Enfin, last but not least, vous pouvez aussi parcourir instagr.am sur le web grâce au site Copygr.am.

Cette vie n’est pas la sienne. Elle en arrive toujours à la même conclusion. Pourtant, rien ne manque, il y a des fleurs dans tous les coins: du travail, des bons dîners, des fêtes, des amis, du temps libre et dehors, les cloches égrènent des heures bienveillantes. Ce mois de décembre au soleil, Noël qui arrive tranquillement.
Tout est bien, tout est à la bonne place. Même les rhumes ne durent pas bien longtemps. Le petit chat est revenu, il a l’air à son aise dans le mouchoir de poche, comme s’il avait toujours habité là. On est plein d’idées toutes faites, il faut croire, à propos des chats qui n’aiment pas partir de chez eux. Celui là est heureux partout pourvu qu’on le câline et qu’on joue.
Non, vraiment, pas de quoi se plaindre. D’ailleurs elle ne se plaint pas. Ça a juste l’air d’être la vie d’une autre, cette vie. Il y a une précarité de quelque chose, dans tout ça. Un truc pas fait pour durer, c’est difficile à expliquer. Elle voit bien qu’elle avance, elle va vers quelque part. Elle sait seulement pas où.
Alors elle prend des décisions, c’est sa façon de mettre les blancs en couleur. Les plus petites, pour continuer de tendre vers un but, louvoyer sans tourner en rond. Lancer des balles pour voir où elles retombent. Créer du mouvement sans céder à la panique, après tout, c’est comme cela qu’on survit à une chute en pleine mer. Les petites décisions, donc, et ensuite, une grande : l’horizon refuse de se montrer? Alors, grand bien lui fasse, elle ne va pas attendre qu’il se décide. Elle s’en dessinera un elle-même, et voilà tout.
À vrai dire, c’est un coup de tête qui n’en était pas vraiment un, ce grand voyage. Certaines choses, on ne sait pas trop pourquoi, gardent leur forme de rêve pendant de longues années et tout à coup voilà qu’avec un naturel confondant, la résolution est prise de les frotter enfin à la réalité. Non, cette décision n’avait pas l’éclat des coups de tête : elle n’est que la pointe verte qui émerge d’un très long temps de germination.
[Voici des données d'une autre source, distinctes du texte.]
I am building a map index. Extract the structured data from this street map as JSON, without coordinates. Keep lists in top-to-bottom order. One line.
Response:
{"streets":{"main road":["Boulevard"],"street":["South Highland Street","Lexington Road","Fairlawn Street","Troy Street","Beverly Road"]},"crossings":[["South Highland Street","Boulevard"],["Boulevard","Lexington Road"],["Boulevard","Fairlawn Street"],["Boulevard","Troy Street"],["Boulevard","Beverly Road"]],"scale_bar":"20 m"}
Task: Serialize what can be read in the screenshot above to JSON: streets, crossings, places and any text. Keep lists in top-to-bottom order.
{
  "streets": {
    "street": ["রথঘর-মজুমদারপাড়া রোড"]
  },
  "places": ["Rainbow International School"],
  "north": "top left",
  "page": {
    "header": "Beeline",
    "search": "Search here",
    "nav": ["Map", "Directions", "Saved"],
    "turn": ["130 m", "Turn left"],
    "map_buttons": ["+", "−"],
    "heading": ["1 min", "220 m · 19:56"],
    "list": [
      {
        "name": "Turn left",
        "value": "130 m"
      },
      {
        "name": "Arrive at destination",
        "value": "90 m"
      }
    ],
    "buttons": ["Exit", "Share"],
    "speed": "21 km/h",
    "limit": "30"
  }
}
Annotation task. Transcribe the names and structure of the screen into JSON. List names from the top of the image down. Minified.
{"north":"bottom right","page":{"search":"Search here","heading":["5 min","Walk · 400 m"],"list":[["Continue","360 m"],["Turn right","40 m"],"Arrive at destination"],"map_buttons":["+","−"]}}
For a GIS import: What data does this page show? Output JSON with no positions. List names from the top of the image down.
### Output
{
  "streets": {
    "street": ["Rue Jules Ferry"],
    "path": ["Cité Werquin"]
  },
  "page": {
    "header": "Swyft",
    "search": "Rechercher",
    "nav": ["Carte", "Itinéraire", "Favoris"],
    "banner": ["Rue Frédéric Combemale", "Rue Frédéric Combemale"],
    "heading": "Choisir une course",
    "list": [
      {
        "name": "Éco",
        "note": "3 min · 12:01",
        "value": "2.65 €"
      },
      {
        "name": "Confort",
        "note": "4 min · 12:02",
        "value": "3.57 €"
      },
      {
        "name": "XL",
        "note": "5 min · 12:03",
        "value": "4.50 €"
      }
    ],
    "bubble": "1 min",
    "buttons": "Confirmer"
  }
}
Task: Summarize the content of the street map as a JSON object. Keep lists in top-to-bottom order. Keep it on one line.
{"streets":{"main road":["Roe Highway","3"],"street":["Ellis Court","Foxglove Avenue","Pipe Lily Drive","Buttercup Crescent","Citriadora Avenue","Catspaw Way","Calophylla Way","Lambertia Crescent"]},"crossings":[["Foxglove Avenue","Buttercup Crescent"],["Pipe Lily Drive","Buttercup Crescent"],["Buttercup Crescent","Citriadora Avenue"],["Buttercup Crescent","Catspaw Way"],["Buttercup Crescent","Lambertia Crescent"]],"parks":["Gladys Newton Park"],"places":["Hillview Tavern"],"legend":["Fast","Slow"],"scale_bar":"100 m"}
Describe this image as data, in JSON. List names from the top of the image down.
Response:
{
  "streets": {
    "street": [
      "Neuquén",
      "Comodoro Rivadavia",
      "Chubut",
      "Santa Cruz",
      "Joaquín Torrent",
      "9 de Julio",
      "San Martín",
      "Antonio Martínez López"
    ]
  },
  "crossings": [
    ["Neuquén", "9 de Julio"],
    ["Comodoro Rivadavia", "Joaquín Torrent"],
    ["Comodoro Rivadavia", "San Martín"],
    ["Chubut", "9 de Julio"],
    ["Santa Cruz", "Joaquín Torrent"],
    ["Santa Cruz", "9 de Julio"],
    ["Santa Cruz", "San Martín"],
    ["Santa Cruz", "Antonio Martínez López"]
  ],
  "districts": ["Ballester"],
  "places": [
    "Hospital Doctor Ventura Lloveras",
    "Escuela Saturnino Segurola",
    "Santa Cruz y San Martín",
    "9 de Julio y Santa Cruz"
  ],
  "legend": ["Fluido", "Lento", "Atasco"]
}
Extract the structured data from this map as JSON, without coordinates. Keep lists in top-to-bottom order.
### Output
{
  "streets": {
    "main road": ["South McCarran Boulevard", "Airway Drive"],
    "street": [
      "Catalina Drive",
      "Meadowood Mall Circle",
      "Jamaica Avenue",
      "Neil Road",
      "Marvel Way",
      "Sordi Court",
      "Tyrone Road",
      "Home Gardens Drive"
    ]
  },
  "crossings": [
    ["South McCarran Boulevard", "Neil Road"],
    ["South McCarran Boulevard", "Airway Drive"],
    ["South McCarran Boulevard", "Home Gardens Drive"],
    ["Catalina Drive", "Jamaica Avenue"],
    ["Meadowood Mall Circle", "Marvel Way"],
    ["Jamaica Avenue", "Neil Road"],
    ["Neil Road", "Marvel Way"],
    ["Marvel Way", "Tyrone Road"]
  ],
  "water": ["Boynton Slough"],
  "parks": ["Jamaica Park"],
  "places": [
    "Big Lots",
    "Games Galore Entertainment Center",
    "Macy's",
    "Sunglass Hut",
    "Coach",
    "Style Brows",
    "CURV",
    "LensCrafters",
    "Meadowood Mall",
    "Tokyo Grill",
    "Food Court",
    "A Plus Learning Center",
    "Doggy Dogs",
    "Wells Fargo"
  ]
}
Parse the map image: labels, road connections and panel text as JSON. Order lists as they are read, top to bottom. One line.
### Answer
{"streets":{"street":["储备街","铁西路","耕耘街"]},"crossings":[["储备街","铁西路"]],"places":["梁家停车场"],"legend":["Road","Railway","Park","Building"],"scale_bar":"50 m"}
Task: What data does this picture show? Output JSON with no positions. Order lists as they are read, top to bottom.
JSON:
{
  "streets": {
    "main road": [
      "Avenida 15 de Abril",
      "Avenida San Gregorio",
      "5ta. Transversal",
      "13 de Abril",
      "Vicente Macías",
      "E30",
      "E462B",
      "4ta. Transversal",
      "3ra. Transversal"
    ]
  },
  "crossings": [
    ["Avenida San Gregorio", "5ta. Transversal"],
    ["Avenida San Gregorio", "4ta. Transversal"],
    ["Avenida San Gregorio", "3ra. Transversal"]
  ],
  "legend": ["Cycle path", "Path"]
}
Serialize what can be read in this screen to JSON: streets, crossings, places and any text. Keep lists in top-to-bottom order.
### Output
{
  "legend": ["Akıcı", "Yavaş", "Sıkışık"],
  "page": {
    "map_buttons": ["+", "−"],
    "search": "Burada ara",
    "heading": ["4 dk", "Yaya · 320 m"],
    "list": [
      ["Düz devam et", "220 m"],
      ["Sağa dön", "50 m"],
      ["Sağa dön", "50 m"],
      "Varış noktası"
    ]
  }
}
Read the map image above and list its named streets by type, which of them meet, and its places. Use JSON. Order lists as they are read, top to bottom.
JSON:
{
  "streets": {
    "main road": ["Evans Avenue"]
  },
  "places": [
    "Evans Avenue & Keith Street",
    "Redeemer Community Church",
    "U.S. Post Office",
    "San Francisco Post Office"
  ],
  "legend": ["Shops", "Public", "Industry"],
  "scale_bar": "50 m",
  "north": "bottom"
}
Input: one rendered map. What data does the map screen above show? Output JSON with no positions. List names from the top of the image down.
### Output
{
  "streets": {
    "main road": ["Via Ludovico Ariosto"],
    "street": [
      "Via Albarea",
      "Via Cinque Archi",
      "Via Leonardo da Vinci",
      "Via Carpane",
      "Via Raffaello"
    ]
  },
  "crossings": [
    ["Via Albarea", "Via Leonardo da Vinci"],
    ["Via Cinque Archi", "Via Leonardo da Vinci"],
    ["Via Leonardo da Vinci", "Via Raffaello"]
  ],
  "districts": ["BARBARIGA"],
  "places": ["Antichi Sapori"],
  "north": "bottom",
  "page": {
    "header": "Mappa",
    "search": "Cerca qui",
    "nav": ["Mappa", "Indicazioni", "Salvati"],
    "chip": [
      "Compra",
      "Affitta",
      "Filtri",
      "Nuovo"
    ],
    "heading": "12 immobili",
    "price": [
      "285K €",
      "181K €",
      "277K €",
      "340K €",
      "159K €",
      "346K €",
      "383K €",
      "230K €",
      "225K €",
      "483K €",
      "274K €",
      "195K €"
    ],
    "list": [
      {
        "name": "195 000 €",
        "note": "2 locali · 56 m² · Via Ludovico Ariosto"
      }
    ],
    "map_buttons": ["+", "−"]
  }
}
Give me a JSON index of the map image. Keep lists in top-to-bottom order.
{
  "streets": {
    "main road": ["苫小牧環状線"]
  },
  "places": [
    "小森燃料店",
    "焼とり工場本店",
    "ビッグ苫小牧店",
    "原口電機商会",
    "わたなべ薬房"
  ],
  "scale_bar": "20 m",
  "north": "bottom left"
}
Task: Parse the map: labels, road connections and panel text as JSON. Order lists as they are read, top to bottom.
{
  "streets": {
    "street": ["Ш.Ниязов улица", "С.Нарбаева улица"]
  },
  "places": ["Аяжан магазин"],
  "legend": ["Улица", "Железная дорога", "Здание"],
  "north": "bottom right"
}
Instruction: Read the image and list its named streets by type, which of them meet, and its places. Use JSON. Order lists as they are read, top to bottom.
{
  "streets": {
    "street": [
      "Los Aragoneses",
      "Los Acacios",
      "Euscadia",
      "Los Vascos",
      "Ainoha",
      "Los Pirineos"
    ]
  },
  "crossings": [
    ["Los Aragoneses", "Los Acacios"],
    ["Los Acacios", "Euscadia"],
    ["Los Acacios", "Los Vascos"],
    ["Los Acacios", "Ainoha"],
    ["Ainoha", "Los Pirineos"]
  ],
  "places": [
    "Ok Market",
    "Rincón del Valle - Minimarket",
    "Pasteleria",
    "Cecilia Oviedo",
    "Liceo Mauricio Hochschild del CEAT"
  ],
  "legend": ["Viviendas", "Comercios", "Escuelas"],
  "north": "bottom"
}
Une graine qui s’épanouit d’avoir enfin trouvé sa terre.
Son horizon à elle, c’est ce grand voyage, à présent. Long, périlleux comme c’est toujours le cas quand on réalise un grand rêve : avec le risque, évidemment, de le voir voler en éclats.
Partir seule, les autres ont l’air de trouver ça bizarre. Elle s’en défend, ça va sans dire, mais c’est vrai que ça ressemble à une belle image avec de la poussière dessus, son truc. Ça fait pas complètement net. Pourtant, c’est fou ce qu’elle est heureuse, pas de doute là-dessus. Mais peut-être après tout qu’ils le sentent aussi, les autres, ce chagrin des belles choses qu’on se décide finalement à entreprendre seul, faute d’une meilleure option.
Évidemment que ce n’est pas comme ça qu’elle l’imaginait, son voyage au long cours. Bien sûr qu’il manque une âme sœur à l’histoire et l’enthousiasme partagé. Bien sûr qu’elle la mesure, cette solitude abyssale qu’il va y avoir à ne préparer ce grand jour avec personne. C’est presque douloureux, cette joie immense qu’elle doit se contenter de reverser sur elle à l’infini, cette joie qui ne rencontre jamais que son écho, à part de temps en temps, l’oreille poliment attentive d’un ami. Chaque fois qu’elle en parle, elle voit son énergie se jeter dans le vide. Ce serait tellement mieux si ça venait buter contre quelqu’un.
Un bout de soleil qui ne rayonne que pour lui-même, c’est un peu du gâchis. Elle sait.
Alors c’est donc ça, simplement ça. Elle pourra bien se donner tout le mal du monde à créer du mouvement, elle doit se contenter pour le moment de réaliser ses rêves à demi. L’absence d’un autre dans cette vie qu’elle ne reconnaît pas encore tout à fait comme la sienne, c’est juste ça le problème. Dans cette vie-là, le cadre est très joli, mais tout y est un peu coupé en deux.